*** Stored data ***

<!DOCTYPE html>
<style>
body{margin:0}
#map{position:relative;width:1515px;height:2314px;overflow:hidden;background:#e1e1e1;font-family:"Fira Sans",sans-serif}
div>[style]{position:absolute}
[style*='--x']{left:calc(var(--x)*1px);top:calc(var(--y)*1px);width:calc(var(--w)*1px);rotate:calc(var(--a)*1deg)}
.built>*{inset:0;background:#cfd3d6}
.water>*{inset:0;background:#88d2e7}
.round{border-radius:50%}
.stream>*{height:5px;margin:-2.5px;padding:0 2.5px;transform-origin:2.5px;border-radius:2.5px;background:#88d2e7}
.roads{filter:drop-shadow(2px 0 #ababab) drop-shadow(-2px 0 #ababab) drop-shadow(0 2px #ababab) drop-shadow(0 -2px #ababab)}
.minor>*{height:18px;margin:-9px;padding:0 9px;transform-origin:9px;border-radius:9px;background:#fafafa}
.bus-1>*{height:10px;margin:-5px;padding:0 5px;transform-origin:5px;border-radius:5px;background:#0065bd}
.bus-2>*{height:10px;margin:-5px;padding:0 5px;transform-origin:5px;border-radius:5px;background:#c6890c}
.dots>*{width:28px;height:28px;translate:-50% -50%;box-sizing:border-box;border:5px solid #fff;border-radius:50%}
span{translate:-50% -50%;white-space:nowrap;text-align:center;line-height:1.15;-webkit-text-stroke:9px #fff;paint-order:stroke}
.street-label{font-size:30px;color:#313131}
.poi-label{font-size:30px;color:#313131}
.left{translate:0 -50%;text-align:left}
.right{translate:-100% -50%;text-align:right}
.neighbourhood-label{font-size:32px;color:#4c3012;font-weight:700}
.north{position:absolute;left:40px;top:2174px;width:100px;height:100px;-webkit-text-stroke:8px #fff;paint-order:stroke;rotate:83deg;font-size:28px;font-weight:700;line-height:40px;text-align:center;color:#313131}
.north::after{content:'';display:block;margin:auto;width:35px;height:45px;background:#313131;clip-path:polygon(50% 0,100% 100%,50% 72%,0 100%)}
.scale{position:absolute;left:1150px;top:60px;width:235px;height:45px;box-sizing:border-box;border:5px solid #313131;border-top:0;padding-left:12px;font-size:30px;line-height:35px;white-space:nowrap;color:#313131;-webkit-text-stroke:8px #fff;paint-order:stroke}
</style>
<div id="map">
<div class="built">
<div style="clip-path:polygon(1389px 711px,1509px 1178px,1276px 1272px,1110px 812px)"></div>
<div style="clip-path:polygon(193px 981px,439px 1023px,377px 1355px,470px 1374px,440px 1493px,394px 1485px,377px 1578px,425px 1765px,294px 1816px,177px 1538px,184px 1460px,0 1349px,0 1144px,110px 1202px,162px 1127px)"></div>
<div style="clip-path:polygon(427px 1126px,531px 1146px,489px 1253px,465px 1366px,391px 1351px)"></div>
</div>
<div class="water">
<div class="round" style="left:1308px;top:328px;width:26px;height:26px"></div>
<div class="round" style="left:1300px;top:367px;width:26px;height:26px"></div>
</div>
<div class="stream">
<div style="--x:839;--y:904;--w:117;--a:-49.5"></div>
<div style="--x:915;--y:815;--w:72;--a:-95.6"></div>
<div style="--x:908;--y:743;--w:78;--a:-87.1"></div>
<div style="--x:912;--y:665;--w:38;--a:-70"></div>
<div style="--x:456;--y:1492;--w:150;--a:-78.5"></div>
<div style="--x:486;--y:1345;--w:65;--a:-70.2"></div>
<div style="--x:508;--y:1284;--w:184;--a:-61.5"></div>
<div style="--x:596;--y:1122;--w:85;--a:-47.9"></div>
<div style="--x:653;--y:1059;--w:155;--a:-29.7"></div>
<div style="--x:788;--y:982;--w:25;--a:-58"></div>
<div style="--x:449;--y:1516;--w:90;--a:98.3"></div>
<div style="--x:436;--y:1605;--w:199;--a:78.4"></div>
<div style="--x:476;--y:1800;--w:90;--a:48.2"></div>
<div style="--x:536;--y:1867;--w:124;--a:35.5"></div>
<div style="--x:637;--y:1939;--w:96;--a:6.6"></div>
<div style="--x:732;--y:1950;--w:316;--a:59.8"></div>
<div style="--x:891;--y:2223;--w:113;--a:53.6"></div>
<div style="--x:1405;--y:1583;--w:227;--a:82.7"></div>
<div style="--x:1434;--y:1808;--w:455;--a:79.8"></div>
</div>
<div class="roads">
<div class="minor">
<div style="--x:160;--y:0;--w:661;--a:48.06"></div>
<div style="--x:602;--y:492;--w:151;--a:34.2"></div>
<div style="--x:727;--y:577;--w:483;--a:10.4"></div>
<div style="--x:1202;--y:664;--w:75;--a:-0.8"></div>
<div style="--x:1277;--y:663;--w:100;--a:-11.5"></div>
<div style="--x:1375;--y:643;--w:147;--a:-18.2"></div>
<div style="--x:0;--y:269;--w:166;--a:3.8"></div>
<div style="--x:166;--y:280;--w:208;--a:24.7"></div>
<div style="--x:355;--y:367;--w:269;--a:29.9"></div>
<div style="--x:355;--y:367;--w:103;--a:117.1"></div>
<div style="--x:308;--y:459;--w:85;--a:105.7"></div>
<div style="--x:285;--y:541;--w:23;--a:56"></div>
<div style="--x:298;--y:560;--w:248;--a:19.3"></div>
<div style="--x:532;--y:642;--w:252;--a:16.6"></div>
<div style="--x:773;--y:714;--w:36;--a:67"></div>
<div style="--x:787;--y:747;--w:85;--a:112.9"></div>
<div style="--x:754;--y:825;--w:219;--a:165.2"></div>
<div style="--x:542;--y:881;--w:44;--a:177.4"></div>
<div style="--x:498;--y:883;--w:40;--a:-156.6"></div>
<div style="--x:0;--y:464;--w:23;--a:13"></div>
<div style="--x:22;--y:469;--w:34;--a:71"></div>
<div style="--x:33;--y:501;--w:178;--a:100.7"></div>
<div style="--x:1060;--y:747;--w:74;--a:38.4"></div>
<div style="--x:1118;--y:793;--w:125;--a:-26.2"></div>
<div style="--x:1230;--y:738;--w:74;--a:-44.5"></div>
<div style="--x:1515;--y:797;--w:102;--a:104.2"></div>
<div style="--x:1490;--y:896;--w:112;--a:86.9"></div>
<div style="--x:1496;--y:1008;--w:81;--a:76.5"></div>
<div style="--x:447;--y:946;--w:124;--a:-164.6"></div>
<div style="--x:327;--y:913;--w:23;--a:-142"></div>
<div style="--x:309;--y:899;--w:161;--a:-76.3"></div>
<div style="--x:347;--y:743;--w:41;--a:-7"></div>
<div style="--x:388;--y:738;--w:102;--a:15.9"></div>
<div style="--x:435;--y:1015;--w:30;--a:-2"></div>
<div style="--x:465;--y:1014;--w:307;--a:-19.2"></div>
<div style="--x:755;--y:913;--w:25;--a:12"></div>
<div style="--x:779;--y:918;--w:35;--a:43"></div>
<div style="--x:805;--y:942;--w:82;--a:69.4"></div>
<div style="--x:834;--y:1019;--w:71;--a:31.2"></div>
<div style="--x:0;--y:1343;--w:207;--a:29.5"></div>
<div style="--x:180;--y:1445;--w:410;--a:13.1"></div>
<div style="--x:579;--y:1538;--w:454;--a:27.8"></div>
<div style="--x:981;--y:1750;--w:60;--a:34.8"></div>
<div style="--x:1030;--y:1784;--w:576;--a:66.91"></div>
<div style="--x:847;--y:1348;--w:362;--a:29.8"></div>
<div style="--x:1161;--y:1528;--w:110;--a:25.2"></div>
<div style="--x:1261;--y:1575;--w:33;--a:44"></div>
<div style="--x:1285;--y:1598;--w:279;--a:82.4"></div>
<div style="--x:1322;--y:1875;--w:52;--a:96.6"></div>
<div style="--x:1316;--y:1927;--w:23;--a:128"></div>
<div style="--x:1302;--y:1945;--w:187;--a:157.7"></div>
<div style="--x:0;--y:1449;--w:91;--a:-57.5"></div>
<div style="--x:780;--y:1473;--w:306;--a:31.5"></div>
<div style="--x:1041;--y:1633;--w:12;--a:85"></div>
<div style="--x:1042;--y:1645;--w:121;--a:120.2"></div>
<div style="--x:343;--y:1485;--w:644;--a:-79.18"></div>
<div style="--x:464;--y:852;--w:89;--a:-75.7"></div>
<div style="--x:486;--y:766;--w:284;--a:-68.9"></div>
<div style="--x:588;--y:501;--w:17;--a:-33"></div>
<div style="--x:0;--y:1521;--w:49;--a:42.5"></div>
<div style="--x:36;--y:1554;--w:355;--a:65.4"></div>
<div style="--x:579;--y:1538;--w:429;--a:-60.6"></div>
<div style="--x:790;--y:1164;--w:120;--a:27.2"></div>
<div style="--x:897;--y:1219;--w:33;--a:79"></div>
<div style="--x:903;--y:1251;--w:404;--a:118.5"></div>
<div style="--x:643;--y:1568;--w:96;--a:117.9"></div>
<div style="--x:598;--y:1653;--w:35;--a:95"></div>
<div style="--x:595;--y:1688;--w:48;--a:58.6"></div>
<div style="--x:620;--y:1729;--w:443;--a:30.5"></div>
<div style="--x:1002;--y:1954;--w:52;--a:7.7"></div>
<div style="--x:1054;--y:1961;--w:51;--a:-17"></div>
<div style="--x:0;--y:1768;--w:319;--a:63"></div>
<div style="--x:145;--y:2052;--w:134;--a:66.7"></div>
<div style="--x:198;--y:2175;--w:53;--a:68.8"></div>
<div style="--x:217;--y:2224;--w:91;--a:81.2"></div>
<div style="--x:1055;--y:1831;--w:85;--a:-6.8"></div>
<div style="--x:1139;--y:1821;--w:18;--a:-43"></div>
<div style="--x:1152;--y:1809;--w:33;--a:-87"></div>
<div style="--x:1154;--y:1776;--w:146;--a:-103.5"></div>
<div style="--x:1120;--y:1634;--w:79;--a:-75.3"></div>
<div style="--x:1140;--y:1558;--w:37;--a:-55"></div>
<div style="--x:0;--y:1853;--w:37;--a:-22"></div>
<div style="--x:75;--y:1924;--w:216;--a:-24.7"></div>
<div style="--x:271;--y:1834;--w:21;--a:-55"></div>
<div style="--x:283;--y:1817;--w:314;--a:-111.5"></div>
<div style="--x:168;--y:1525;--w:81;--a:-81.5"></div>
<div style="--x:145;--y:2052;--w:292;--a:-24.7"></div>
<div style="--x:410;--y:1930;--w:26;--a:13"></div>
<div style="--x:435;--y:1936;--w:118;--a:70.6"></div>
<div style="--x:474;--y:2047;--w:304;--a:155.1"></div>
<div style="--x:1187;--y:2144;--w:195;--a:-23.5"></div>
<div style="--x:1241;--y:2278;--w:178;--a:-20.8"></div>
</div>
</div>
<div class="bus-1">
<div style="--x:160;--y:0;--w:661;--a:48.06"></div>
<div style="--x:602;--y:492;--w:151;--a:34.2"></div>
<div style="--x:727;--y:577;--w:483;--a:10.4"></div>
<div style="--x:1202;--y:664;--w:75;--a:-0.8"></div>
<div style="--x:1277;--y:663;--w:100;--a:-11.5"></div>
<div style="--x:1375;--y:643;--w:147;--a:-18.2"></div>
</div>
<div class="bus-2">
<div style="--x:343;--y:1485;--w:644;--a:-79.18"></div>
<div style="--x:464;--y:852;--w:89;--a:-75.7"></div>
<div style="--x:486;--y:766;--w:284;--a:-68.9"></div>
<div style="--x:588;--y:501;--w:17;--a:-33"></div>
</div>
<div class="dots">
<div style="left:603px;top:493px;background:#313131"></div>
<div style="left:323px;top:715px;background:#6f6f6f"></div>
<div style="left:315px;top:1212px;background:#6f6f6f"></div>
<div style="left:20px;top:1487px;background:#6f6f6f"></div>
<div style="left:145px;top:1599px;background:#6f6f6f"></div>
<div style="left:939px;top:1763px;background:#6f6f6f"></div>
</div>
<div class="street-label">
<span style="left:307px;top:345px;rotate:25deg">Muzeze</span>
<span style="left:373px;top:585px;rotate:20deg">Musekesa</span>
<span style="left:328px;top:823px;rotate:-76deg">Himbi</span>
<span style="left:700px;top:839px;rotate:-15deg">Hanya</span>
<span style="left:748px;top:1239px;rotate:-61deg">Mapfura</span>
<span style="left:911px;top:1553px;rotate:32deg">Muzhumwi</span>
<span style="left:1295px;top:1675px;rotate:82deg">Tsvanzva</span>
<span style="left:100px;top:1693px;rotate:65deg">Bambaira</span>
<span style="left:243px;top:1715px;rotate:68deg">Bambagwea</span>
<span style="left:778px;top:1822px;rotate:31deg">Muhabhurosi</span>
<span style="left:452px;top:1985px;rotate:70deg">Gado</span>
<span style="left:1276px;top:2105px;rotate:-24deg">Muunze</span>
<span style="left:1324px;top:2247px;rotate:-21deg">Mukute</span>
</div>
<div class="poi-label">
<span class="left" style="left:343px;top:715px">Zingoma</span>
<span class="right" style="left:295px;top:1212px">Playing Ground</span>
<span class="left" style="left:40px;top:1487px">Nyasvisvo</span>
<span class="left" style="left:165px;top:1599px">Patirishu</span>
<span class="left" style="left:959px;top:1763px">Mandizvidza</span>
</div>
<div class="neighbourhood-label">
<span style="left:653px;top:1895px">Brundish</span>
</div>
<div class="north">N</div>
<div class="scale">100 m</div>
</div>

*** End of Stored data ***

[Task goal] Find how many lines of the records hold the string "margin", then give that number by itself.

[Answer box] 6